§ WHAT YOU HAVE TO DO:
Retype the complete listing without any change.

TASK MATERIAL section start

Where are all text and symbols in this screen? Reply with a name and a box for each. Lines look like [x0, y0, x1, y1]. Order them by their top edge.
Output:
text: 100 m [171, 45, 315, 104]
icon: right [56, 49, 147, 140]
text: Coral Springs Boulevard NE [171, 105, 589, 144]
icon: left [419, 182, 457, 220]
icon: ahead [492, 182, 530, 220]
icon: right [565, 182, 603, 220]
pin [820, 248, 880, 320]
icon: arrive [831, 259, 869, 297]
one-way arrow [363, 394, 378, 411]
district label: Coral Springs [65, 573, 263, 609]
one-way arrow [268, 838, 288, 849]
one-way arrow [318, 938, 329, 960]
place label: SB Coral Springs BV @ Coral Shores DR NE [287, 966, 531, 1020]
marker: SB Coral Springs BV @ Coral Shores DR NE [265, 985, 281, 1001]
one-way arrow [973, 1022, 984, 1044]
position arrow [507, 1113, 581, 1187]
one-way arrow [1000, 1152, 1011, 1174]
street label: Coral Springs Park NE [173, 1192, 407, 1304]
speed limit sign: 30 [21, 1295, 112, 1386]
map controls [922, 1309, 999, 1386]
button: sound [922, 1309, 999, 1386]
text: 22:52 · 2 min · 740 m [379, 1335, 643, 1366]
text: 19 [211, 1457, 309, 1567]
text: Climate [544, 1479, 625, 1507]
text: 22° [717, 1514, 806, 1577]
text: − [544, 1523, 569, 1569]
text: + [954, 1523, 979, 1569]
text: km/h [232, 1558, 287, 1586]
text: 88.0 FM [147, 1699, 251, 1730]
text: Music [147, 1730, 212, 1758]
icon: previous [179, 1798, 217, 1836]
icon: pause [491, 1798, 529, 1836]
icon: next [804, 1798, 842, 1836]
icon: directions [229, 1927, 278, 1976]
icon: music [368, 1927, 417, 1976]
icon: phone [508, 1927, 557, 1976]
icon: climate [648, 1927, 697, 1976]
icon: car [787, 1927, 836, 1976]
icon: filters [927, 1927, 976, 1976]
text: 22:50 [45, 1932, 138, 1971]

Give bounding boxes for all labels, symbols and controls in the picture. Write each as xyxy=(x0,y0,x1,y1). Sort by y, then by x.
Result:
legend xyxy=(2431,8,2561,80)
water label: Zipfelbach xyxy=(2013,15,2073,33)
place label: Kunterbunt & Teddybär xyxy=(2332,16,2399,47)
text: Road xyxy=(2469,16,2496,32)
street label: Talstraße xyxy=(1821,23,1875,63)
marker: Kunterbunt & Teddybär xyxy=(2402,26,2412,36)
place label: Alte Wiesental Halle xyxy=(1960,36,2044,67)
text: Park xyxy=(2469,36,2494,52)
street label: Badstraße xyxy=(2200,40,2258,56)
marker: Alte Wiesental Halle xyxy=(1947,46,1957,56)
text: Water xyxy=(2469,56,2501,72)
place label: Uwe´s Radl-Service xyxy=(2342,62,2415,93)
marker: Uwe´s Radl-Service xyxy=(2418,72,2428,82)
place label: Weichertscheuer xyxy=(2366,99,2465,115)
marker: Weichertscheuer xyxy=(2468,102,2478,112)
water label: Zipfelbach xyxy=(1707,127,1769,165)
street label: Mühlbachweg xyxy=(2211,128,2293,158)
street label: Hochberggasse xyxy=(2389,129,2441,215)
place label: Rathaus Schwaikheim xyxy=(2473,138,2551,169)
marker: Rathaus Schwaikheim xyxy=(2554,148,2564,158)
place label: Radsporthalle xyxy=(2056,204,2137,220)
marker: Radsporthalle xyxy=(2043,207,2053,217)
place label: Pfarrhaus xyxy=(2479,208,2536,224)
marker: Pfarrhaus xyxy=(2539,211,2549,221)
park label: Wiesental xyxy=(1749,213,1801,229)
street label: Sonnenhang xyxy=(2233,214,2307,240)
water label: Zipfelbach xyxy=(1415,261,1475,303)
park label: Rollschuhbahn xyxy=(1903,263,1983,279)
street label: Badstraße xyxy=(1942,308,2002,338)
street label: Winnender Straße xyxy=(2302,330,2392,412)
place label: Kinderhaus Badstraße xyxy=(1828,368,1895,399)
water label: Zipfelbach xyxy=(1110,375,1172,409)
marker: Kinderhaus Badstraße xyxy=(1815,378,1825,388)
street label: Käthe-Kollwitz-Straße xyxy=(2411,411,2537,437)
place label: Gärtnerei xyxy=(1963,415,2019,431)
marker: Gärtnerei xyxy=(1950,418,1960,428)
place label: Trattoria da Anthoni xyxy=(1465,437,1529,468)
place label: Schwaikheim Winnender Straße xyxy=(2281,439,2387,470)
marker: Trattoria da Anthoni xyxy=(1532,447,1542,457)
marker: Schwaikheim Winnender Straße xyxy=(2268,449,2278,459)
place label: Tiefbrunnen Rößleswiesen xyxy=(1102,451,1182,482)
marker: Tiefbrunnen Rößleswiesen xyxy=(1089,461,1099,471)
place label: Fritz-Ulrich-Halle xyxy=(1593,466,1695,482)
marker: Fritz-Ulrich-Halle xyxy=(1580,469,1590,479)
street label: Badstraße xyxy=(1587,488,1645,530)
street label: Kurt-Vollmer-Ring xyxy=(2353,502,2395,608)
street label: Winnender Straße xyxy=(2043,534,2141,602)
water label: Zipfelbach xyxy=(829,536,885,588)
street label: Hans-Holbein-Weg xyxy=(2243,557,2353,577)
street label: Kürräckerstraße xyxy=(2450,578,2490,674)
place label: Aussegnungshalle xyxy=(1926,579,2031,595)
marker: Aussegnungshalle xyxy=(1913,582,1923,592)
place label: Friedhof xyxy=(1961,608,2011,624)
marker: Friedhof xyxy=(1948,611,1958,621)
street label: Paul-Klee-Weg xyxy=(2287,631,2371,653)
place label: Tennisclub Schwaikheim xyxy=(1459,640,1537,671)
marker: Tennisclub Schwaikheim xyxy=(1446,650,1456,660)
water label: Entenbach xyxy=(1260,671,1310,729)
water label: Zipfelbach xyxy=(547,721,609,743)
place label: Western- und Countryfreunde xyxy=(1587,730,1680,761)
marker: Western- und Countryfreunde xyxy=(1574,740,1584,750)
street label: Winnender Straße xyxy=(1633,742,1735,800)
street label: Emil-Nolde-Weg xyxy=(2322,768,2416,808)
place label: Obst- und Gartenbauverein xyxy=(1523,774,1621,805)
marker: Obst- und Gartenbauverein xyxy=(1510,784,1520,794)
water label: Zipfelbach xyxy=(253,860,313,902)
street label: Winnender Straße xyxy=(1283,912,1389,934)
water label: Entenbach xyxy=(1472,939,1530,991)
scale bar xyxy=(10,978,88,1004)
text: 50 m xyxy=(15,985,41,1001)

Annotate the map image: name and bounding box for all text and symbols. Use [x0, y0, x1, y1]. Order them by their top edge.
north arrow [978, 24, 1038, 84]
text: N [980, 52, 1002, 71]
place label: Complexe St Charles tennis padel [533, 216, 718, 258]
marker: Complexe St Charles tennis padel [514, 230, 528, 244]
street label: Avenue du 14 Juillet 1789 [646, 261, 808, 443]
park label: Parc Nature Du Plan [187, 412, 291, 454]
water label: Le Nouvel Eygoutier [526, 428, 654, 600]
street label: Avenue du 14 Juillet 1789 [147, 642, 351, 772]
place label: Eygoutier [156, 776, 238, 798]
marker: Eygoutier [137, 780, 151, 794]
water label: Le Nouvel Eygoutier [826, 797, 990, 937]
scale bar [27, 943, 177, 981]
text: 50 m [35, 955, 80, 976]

TASK MATERIAL section end

§ FINISHED EXERCISE:
Where are all text and symbols in this screen? Reply with a name and a box for each. Lines look like [x0, y0, x1, y1]. Order them by their top edge.
Output:
text: 100 m [171, 45, 315, 104]
icon: right [56, 49, 147, 140]
text: Coral Springs Boulevard NE [171, 105, 589, 144]
icon: left [419, 182, 457, 220]
icon: ahead [492, 182, 530, 220]
icon: right [565, 182, 603, 220]
pin [820, 248, 880, 320]
icon: arrive [831, 259, 869, 297]
one-way arrow [363, 394, 378, 411]
district label: Coral Springs [65, 573, 263, 609]
one-way arrow [268, 838, 288, 849]
one-way arrow [318, 938, 329, 960]
place label: SB Coral Springs BV @ Coral Shores DR NE [287, 966, 531, 1020]
marker: SB Coral Springs BV @ Coral Shores DR NE [265, 985, 281, 1001]
one-way arrow [973, 1022, 984, 1044]
position arrow [507, 1113, 581, 1187]
one-way arrow [1000, 1152, 1011, 1174]
street label: Coral Springs Park NE [173, 1192, 407, 1304]
speed limit sign: 30 [21, 1295, 112, 1386]
map controls [922, 1309, 999, 1386]
button: sound [922, 1309, 999, 1386]
text: 22:52 · 2 min · 740 m [379, 1335, 643, 1366]
text: 19 [211, 1457, 309, 1567]
text: Climate [544, 1479, 625, 1507]
text: 22° [717, 1514, 806, 1577]
text: − [544, 1523, 569, 1569]
text: + [954, 1523, 979, 1569]
text: km/h [232, 1558, 287, 1586]
text: 88.0 FM [147, 1699, 251, 1730]
text: Music [147, 1730, 212, 1758]
icon: previous [179, 1798, 217, 1836]
icon: pause [491, 1798, 529, 1836]
icon: next [804, 1798, 842, 1836]
icon: directions [229, 1927, 278, 1976]
icon: music [368, 1927, 417, 1976]
icon: phone [508, 1927, 557, 1976]
icon: climate [648, 1927, 697, 1976]
icon: car [787, 1927, 836, 1976]
icon: filters [927, 1927, 976, 1976]
text: 22:50 [45, 1932, 138, 1971]

Give bounding boxes for all labels, symbols and controls in the picture. Write each as xyxy=(x0,y0,x1,y1). Sort by y, then by x.
Result:
legend xyxy=(2431,8,2561,80)
water label: Zipfelbach xyxy=(2013,15,2073,33)
place label: Kunterbunt & Teddybär xyxy=(2332,16,2399,47)
text: Road xyxy=(2469,16,2496,32)
street label: Talstraße xyxy=(1821,23,1875,63)
marker: Kunterbunt & Teddybär xyxy=(2402,26,2412,36)
place label: Alte Wiesental Halle xyxy=(1960,36,2044,67)
text: Park xyxy=(2469,36,2494,52)
street label: Badstraße xyxy=(2200,40,2258,56)
marker: Alte Wiesental Halle xyxy=(1947,46,1957,56)
text: Water xyxy=(2469,56,2501,72)
place label: Uwe´s Radl-Service xyxy=(2342,62,2415,93)
marker: Uwe´s Radl-Service xyxy=(2418,72,2428,82)
place label: Weichertscheuer xyxy=(2366,99,2465,115)
marker: Weichertscheuer xyxy=(2468,102,2478,112)
water label: Zipfelbach xyxy=(1707,127,1769,165)
street label: Mühlbachweg xyxy=(2211,128,2293,158)
street label: Hochberggasse xyxy=(2389,129,2441,215)
place label: Rathaus Schwaikheim xyxy=(2473,138,2551,169)
marker: Rathaus Schwaikheim xyxy=(2554,148,2564,158)
place label: Radsporthalle xyxy=(2056,204,2137,220)
marker: Radsporthalle xyxy=(2043,207,2053,217)
place label: Pfarrhaus xyxy=(2479,208,2536,224)
marker: Pfarrhaus xyxy=(2539,211,2549,221)
park label: Wiesental xyxy=(1749,213,1801,229)
street label: Sonnenhang xyxy=(2233,214,2307,240)
water label: Zipfelbach xyxy=(1415,261,1475,303)
park label: Rollschuhbahn xyxy=(1903,263,1983,279)
street label: Badstraße xyxy=(1942,308,2002,338)
street label: Winnender Straße xyxy=(2302,330,2392,412)
place label: Kinderhaus Badstraße xyxy=(1828,368,1895,399)
water label: Zipfelbach xyxy=(1110,375,1172,409)
marker: Kinderhaus Badstraße xyxy=(1815,378,1825,388)
street label: Käthe-Kollwitz-Straße xyxy=(2411,411,2537,437)
place label: Gärtnerei xyxy=(1963,415,2019,431)
marker: Gärtnerei xyxy=(1950,418,1960,428)
place label: Trattoria da Anthoni xyxy=(1465,437,1529,468)
place label: Schwaikheim Winnender Straße xyxy=(2281,439,2387,470)
marker: Trattoria da Anthoni xyxy=(1532,447,1542,457)
marker: Schwaikheim Winnender Straße xyxy=(2268,449,2278,459)
place label: Tiefbrunnen Rößleswiesen xyxy=(1102,451,1182,482)
marker: Tiefbrunnen Rößleswiesen xyxy=(1089,461,1099,471)
place label: Fritz-Ulrich-Halle xyxy=(1593,466,1695,482)
marker: Fritz-Ulrich-Halle xyxy=(1580,469,1590,479)
street label: Badstraße xyxy=(1587,488,1645,530)
street label: Kurt-Vollmer-Ring xyxy=(2353,502,2395,608)
street label: Winnender Straße xyxy=(2043,534,2141,602)
water label: Zipfelbach xyxy=(829,536,885,588)
street label: Hans-Holbein-Weg xyxy=(2243,557,2353,577)
street label: Kürräckerstraße xyxy=(2450,578,2490,674)
place label: Aussegnungshalle xyxy=(1926,579,2031,595)
marker: Aussegnungshalle xyxy=(1913,582,1923,592)
place label: Friedhof xyxy=(1961,608,2011,624)
marker: Friedhof xyxy=(1948,611,1958,621)
street label: Paul-Klee-Weg xyxy=(2287,631,2371,653)
place label: Tennisclub Schwaikheim xyxy=(1459,640,1537,671)
marker: Tennisclub Schwaikheim xyxy=(1446,650,1456,660)
water label: Entenbach xyxy=(1260,671,1310,729)
water label: Zipfelbach xyxy=(547,721,609,743)
place label: Western- und Countryfreunde xyxy=(1587,730,1680,761)
marker: Western- und Countryfreunde xyxy=(1574,740,1584,750)
street label: Winnender Straße xyxy=(1633,742,1735,800)
street label: Emil-Nolde-Weg xyxy=(2322,768,2416,808)
place label: Obst- und Gartenbauverein xyxy=(1523,774,1621,805)
marker: Obst- und Gartenbauverein xyxy=(1510,784,1520,794)
water label: Zipfelbach xyxy=(253,860,313,902)
street label: Winnender Straße xyxy=(1283,912,1389,934)
water label: Entenbach xyxy=(1472,939,1530,991)
scale bar xyxy=(10,978,88,1004)
text: 50 m xyxy=(15,985,41,1001)

Annotate the map image: name and bounding box for all text and symbols. Use [x0, y0, x1, y1]. Order them by their top edge.
north arrow [978, 24, 1038, 84]
text: N [980, 52, 1002, 71]
place label: Complexe St Charles tennis padel [533, 216, 718, 258]
marker: Complexe St Charles tennis padel [514, 230, 528, 244]
street label: Avenue du 14 Juillet 1789 [646, 261, 808, 443]
park label: Parc Nature Du Plan [187, 412, 291, 454]
water label: Le Nouvel Eygoutier [526, 428, 654, 600]
street label: Avenue du 14 Juillet 1789 [147, 642, 351, 772]
place label: Eygoutier [156, 776, 238, 798]
marker: Eygoutier [137, 780, 151, 794]
water label: Le Nouvel Eygoutier [826, 797, 990, 937]
scale bar [27, 943, 177, 981]
text: 50 m [35, 955, 80, 976]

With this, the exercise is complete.